Ausbildung im Handwerk: LINKE schlägt Ausbildung-Plus-Konzept vor.

09. Juni 2011  Pressemitteilungen
Handwerker (Quelle: Wikipedia)

Flensburg/Lübeck. Anlässlich der heute von den Handwerkskammern Flensburg und Lübeck vorgestellten Kampagne „Handwerk ist mehr“ kündigt DIE LINKE Landtagsfraktion ihr „Ausbildung-Plus“-Konzept für Ausbildung und Arbeit an.

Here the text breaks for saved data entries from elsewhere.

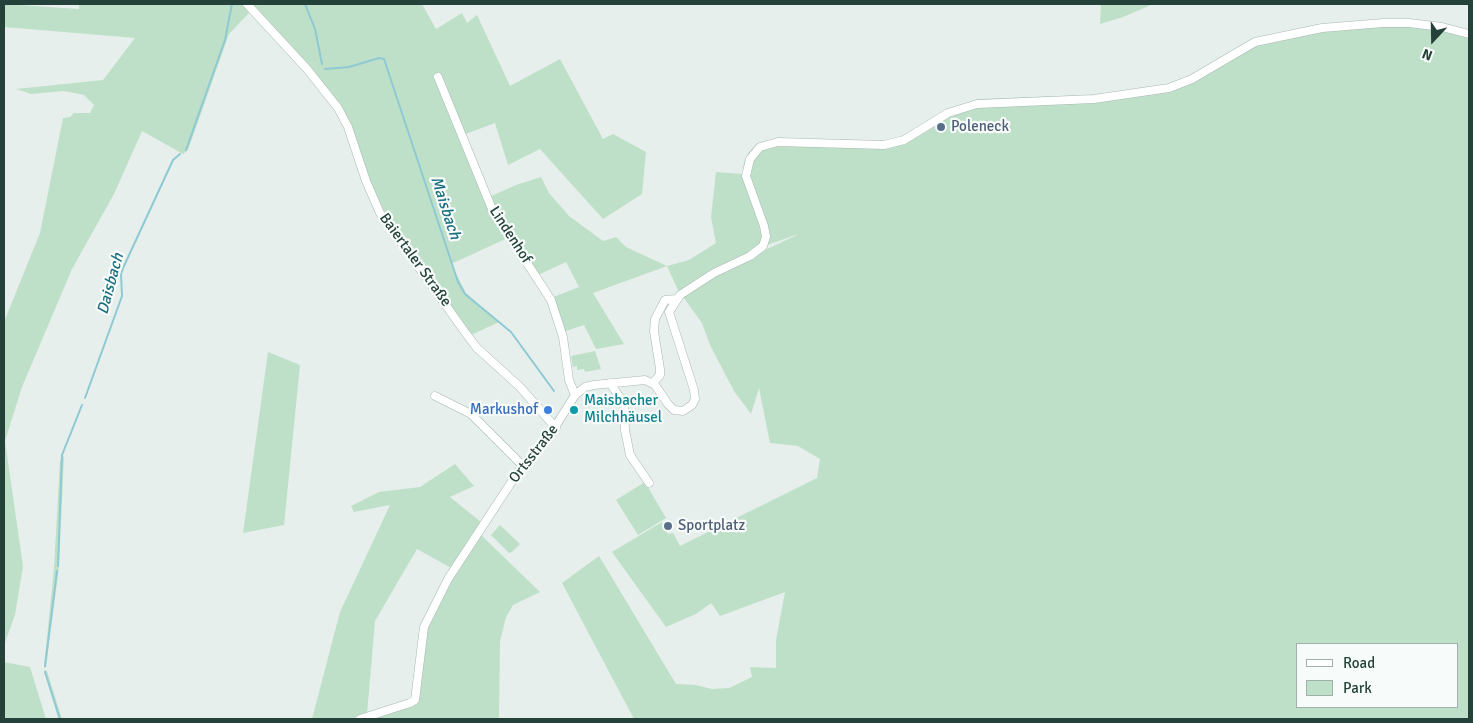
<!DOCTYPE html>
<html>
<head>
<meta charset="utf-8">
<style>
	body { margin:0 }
	#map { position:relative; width:1473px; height:723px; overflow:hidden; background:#e6efeb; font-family:Signika,sans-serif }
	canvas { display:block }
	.frame { position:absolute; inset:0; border:5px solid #24423a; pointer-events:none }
	.legend { position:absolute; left:1296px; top:643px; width:162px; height:65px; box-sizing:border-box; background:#f7fbf9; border:1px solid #a3b1ad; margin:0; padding:6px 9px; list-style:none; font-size:15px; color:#24423a }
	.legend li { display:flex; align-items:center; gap:10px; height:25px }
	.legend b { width:25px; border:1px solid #a3b1ad }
	.north { position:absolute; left:1408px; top:15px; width:50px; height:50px; -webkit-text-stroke:4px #f7fbf9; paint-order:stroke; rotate:201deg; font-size:14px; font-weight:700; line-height:20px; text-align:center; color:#24423a }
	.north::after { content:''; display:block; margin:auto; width:18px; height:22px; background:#24423a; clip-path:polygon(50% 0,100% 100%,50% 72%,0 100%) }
</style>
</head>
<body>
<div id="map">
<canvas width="1473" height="723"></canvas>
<div class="frame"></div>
<ul class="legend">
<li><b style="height:6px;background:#fff"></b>Road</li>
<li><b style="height:14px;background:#bfe0c8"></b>Park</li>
</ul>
<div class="north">N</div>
</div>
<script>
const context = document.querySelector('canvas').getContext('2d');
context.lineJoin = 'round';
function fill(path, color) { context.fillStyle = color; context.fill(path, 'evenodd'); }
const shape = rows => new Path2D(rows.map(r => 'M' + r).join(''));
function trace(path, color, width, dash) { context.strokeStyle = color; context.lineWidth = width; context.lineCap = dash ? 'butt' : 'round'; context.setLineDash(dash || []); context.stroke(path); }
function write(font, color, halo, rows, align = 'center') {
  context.font = font + ' Signika,sans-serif'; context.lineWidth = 4.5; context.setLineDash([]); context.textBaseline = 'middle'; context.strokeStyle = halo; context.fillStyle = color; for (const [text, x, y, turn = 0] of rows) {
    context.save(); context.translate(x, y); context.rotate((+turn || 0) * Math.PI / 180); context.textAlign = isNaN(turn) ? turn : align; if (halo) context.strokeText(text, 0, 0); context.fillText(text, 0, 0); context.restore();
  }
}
fill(shape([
	[4,4,79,9,79,4,245,4,250,12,229,34,188,150,183,154,142,131,114,194,72,269,22,387,5,441,23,566,15,615,4,645,4,322,40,233,63,118,70,117,74,113,90,113,94,105,84,95,64,91,31,94,16,89,103,80,135,38,4,27],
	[250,4,422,4,436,29,462,13,467,23,477,15,510,86,560,59,603,139,613,134,646,152,642,194,603,219,540,149,508,165,495,123,463,135,489,197,516,185,541,177,549,193,569,216,603,241,616,237,626,247,667,266,689,260,716,243,711,217,716,172,743,174,744,162,749,152,758,143,771,140,885,142,917,130,946,111,979,99,1111,94,1172,85,1255,39,1324,24,1391,20,1469,33,1469,719,634,719,562,583,599,556,676,684,696,685,712,689,729,688,752,677,750,667,776,668,776,640,785,592,720,616,711,603,696,614,666,627,612,552,662,522,668,534,673,533,680,546,817,478,820,459,798,446,770,443,759,388,751,414,734,391,710,345,702,323,678,290,667,266,593,293,624,344,596,349,584,325,563,332,551,298,579,287,566,262,538,275,512,236,451,264,466,293,499,322,469,336,381,210,348,121],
	[769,233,767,245,799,234,763,251,762,241],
	[1297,644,1457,644,1457,707,1297,707],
	[1101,4,1150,4,1149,6,1123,17,1100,24],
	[595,351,601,369,585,372,584,369,577,370,577,366,573,367,571,356],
	[268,352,300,365,284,525,243,533],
	[64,456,59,567,46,667,44,668,54,568,60,461],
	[455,464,474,486,450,497,481,522,453,569,417,549,375,621,367,714,350,719,312,719,340,612,390,505,354,512,351,506,379,492,420,487],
	[645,482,666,518,638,535,616,500],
	[500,525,520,544,512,552,509,553,491,535],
	[481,535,540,592,513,605,506,617,500,641,499,719,364,719,417,701,427,625,452,579],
	[4,662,30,667,46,719,4,719],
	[44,670,47,671,62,719,58,718]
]), '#bfe0c8');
trace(shape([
	[305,4,315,29,322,64],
	[325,69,349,67,379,58,384,59,458,282,465,294,511,332,554,391],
	[186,150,225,40,232,4],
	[85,398,122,296,121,274,124,266,173,160,180,154],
	[58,566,62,455,82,405],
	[45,666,57,571],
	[45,672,60,719]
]), '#8ec9d4', 2);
const minor = shape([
	[247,4,307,69,338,108,348,127,366,181,380,213,467,335,477,348,520,387,556,428],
	[438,77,492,209,551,300,563,337,569,380,575,395],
	[610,383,624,404,625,430,630,455,649,483],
	[653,383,660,375,660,369,654,331,655,319,665,300,676,299],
	[435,396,471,414,523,466],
	[360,719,410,703,415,700,424,627,448,579,518,472,550,435,575,395,585,387,594,385,645,380,655,385,668,404,674,410,683,411,692,405,695,399,694,390,669,312,680,295,714,273,750,256,763,246,766,237,764,226,746,176,750,159,760,147,778,142,884,145,904,140,948,113,977,104,1094,99,1169,88,1192,79,1255,42,1322,28,1383,23,1409,23,1442,27,1469,34]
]);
trace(minor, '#a8b8b2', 9);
trace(minor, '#fff', 8);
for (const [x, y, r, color] of [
	[941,127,5,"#5c6f8a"],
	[548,410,5,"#3f7fe0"],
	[574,410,5,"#0f9aa8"],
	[668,526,5,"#5c6f8a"]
]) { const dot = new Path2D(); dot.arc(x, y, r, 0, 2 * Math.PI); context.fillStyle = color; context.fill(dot); trace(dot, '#f7fbf9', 2); }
write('15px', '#4e5e75', '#f7fbf9', [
	["Poleneck",951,127],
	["Sportplatz",678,526]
], 'left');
write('15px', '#24423a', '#f7fbf9', [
	["Lindenhof",510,235,57],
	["Baiertaler Straße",415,260,54],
	["Ortsstraße",534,454,-52]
]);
write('15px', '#0d838f', '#f7fbf9', [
	["Maisbacher",584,401],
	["Milchhäusel",584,418]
], 'left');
write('15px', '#366cbe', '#f7fbf9', [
	["Markushof",538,410]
], 'right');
write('italic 16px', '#1c6f80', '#f7fbf9', [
	["Maisbach",445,208,72],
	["Daisbach",111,284,-75]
]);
</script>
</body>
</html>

„Für eine Ausbildung im Handwerk zu werben ist das Eine ­ das Andere ist, die Ausbildung im Handwerksbereich so attraktiv zu machen, dass sie keine Werbekampagne mehr benötigt. Das wollen wir mit unserem ,Ausbildung-Plus`-Konzept erreichen“, sagt Björn Thoroe, wirtschaftspolitischer Sprecher der LINKEN Landtagsfraktion. „Wenn die Ausbildung eine berufliche Zukunftsperspektive bietet, angemessen entlohnt wird und im Anschluss daran eine auskömmliche Arbeit
wartet, dann werden viel mehr junge Menschen ihre berufliche Zukunft im Handwerk sehen. Solange die Aufstiegsmöglichkeiten begrenzt sind und Ausbildung und Arbeit finanziell unattraktiv sind, wird das nicht gelingen ­ auch nicht mit einer Werbekampagne, die 650.000 Euro kostet.“

Das ,Ausbildung-Plus`-Konzept der LINKEN umfasst vier wesentliche Punkte: jeder und jede Auszubildende im Handwerk soll nach erfolgreicher Lehre für ein Jahr garantiert übernommen werden. Damit bekommen junge Leute neben der Lehre noch ein Jahr Berufspraxis und fallen nicht sofort nach der Lehre in Hartz IV. Die Ausbildungsvergütung soll gesteigert und die Option abgeschafft werden, die tarifliche Entlohnung um bis zu 20 Prozent zu unterschreiten. Auch nach der
Ausbildung müssen die Löhne im Handwerk so angehoben werden. Eine Lösung müsse auch für die vielen so genannten Altbewerberinnen und Altbewerber gefunden werden, die bereits in den Vorjahren erfolglos eine Ausbildungsstelle angestrebt haben.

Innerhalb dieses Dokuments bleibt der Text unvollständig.